Yesterday morning my son came to my bed, kissed me, and wished me a happy Mother’s Day. I was barely awake at the time. A bit later, as I sat up in bed lost in my own thoughts, or lack thereof (typical morning scene for me), he came back, stood by the bed and hugged me for a little while. My head rested on his chest so that all I could hear was his heartbeat. That magical day’s distinctive rapid ultrasonic whooshings announcing “I am here,” now clear, slower, somewhat matured beats. I was listening to life. One of two lives God used me to bring into this world. The sudden overwhelming sense of gratitude I felt for God’s grace is indescribable…words elude me.

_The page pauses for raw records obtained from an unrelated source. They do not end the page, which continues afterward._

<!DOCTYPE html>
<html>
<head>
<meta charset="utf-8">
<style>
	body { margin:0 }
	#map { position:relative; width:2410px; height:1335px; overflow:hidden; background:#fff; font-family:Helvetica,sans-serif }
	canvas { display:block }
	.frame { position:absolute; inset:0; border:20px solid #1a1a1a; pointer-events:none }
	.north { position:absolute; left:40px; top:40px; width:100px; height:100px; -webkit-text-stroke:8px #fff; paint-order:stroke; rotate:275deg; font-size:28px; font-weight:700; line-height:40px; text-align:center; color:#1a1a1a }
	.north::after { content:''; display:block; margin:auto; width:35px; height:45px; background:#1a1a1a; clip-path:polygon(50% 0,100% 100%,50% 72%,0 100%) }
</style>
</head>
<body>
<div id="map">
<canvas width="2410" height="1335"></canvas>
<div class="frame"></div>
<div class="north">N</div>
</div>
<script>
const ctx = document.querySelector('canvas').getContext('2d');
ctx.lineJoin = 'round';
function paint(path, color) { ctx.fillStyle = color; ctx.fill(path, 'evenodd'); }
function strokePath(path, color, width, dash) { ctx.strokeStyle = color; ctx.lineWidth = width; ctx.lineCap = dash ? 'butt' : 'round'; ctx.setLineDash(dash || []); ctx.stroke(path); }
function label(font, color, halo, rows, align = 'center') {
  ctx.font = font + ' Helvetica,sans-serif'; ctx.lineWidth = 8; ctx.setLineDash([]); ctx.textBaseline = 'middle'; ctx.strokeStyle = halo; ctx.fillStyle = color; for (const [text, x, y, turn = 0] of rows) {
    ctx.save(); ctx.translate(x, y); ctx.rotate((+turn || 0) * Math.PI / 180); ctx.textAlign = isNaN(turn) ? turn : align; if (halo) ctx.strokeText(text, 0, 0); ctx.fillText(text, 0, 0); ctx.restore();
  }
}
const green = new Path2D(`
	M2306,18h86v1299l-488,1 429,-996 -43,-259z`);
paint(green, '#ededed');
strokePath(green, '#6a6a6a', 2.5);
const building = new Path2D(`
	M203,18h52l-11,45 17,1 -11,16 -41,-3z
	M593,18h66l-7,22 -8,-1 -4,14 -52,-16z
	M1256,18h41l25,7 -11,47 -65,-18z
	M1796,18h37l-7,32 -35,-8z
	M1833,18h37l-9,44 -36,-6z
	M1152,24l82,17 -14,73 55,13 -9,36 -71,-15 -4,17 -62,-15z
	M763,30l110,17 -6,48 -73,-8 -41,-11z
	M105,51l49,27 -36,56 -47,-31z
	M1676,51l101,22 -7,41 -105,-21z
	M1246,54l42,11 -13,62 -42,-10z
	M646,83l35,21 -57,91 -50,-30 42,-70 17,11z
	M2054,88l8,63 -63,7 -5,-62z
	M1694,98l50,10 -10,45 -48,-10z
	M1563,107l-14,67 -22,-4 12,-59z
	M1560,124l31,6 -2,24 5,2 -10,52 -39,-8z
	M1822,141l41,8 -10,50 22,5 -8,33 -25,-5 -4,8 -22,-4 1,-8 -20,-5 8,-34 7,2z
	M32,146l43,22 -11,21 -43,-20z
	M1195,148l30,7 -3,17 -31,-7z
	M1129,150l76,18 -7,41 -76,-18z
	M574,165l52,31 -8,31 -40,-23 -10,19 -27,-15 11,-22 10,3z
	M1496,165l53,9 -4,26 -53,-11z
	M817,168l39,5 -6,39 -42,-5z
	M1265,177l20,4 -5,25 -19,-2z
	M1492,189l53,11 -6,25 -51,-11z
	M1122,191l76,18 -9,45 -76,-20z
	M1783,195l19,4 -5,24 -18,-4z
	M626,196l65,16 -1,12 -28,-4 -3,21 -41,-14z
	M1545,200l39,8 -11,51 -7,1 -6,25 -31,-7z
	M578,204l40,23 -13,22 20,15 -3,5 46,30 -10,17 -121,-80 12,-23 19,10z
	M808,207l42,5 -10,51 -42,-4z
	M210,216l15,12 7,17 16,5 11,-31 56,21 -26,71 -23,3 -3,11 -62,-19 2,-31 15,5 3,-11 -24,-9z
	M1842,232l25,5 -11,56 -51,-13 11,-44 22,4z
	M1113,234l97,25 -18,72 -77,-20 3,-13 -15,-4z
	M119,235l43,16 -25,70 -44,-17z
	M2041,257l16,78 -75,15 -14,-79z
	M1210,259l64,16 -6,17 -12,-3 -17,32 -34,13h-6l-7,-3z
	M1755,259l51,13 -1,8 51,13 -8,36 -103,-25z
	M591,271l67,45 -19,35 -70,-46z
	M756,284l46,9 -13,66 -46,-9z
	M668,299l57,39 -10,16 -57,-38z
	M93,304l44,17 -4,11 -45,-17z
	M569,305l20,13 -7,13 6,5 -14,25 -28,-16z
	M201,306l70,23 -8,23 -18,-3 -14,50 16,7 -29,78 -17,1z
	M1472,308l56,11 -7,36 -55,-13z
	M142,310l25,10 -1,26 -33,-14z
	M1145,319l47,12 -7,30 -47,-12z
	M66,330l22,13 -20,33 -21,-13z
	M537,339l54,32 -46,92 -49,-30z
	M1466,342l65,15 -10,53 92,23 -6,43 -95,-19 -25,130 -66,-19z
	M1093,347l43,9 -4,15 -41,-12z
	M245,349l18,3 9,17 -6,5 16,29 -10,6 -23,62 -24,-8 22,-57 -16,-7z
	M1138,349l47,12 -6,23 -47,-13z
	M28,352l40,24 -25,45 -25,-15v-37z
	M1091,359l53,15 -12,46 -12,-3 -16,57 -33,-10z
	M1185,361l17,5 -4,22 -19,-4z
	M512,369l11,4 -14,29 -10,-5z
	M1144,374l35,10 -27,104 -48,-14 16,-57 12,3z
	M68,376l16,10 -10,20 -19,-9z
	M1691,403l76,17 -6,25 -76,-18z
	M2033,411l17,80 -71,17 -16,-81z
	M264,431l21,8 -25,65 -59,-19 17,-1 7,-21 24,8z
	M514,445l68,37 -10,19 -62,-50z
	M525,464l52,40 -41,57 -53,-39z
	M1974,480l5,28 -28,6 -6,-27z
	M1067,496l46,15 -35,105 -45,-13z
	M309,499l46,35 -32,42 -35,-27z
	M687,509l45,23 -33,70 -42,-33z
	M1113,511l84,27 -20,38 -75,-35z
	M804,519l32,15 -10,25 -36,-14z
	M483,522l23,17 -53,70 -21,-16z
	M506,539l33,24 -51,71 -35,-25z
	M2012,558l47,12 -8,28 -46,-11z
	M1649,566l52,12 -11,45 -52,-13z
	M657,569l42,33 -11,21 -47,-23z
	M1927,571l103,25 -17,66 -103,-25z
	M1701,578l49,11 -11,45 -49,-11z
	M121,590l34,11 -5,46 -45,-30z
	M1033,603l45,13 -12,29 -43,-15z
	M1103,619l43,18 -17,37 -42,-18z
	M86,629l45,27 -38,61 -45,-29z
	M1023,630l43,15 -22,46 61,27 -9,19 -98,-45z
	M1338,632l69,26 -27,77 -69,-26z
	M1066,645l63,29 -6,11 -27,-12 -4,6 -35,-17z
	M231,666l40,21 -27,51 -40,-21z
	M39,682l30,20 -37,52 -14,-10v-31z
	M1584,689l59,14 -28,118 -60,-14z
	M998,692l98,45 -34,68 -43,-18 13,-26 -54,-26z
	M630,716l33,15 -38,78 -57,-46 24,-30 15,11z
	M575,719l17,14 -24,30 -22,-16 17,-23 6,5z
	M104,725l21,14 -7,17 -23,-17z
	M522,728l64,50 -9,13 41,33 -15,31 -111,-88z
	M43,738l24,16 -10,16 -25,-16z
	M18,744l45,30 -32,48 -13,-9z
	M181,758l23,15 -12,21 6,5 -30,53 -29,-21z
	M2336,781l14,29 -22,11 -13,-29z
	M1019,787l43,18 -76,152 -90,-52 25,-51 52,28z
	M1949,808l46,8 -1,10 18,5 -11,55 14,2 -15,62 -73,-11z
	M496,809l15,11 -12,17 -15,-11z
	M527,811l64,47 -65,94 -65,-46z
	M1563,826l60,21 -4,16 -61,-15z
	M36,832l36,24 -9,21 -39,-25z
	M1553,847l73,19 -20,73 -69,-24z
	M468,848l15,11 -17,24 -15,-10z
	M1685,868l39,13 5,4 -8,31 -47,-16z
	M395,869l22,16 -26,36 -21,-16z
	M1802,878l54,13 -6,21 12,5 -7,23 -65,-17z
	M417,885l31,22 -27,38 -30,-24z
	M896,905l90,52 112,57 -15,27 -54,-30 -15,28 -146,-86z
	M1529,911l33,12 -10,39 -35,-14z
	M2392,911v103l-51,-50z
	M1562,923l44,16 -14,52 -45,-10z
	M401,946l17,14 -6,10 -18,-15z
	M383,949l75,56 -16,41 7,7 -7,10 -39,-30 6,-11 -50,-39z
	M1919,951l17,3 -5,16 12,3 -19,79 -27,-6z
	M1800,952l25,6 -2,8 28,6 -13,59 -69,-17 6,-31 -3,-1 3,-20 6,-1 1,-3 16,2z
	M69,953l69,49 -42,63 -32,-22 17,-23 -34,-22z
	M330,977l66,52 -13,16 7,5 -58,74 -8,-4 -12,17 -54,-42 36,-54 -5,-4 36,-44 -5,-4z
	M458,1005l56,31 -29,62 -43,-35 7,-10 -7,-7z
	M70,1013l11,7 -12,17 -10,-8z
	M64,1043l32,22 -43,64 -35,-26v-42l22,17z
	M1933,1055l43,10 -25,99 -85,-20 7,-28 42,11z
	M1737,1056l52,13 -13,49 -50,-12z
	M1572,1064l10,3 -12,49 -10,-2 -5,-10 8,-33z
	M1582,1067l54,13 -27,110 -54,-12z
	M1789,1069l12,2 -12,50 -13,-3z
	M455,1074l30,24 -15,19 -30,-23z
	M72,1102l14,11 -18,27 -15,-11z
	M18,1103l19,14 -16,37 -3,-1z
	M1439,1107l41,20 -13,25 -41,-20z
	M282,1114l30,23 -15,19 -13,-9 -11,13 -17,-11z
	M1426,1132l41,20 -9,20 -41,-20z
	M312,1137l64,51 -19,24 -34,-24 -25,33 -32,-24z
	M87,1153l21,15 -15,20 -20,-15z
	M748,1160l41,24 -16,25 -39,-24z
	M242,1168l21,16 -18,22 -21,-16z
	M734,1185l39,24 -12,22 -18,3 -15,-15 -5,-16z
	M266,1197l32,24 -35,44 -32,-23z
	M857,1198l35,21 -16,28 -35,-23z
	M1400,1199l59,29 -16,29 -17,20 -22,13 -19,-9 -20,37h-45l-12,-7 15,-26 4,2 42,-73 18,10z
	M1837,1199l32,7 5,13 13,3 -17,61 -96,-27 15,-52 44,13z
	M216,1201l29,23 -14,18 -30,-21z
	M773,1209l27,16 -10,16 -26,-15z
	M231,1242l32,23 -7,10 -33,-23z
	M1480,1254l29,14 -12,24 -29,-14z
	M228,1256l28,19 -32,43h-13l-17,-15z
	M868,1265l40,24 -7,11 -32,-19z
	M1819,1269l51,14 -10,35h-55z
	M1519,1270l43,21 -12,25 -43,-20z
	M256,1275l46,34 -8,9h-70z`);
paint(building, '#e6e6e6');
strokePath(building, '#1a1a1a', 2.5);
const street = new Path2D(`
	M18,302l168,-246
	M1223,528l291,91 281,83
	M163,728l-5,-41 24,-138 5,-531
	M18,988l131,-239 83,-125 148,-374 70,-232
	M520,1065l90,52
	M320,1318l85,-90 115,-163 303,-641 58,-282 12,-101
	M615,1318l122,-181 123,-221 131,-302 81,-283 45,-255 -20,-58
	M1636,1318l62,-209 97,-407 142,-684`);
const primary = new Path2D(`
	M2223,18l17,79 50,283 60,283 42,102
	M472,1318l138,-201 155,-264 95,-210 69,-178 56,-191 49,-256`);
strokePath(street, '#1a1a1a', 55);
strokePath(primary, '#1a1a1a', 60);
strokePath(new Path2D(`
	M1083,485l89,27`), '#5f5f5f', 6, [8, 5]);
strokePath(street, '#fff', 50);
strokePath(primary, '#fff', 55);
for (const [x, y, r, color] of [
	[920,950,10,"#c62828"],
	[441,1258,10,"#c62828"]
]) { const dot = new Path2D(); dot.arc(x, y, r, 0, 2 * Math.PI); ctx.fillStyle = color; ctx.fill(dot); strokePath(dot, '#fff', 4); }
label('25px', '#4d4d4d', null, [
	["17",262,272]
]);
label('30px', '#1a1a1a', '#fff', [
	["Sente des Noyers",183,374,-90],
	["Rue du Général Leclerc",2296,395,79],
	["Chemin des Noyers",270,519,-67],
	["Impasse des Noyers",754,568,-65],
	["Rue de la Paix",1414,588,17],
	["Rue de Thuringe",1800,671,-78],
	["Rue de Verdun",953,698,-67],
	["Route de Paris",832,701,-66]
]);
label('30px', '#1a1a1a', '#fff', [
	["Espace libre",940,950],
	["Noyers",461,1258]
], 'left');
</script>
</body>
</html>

All I can say is that I fell into that moment and lost myself in it. It’s happened before. A mother’s music to her soul, those life rhythms. Never gets old. I hope all you Moms had a grace-filled Mother’s Day.
Children and mothers never truly part – Bound in the beating of each other’s heart.
– Charlotte Gray
Before you were conceived I wanted you Before you were born I loved you Before you were here an hour I would give my life for you This is the miracle of life.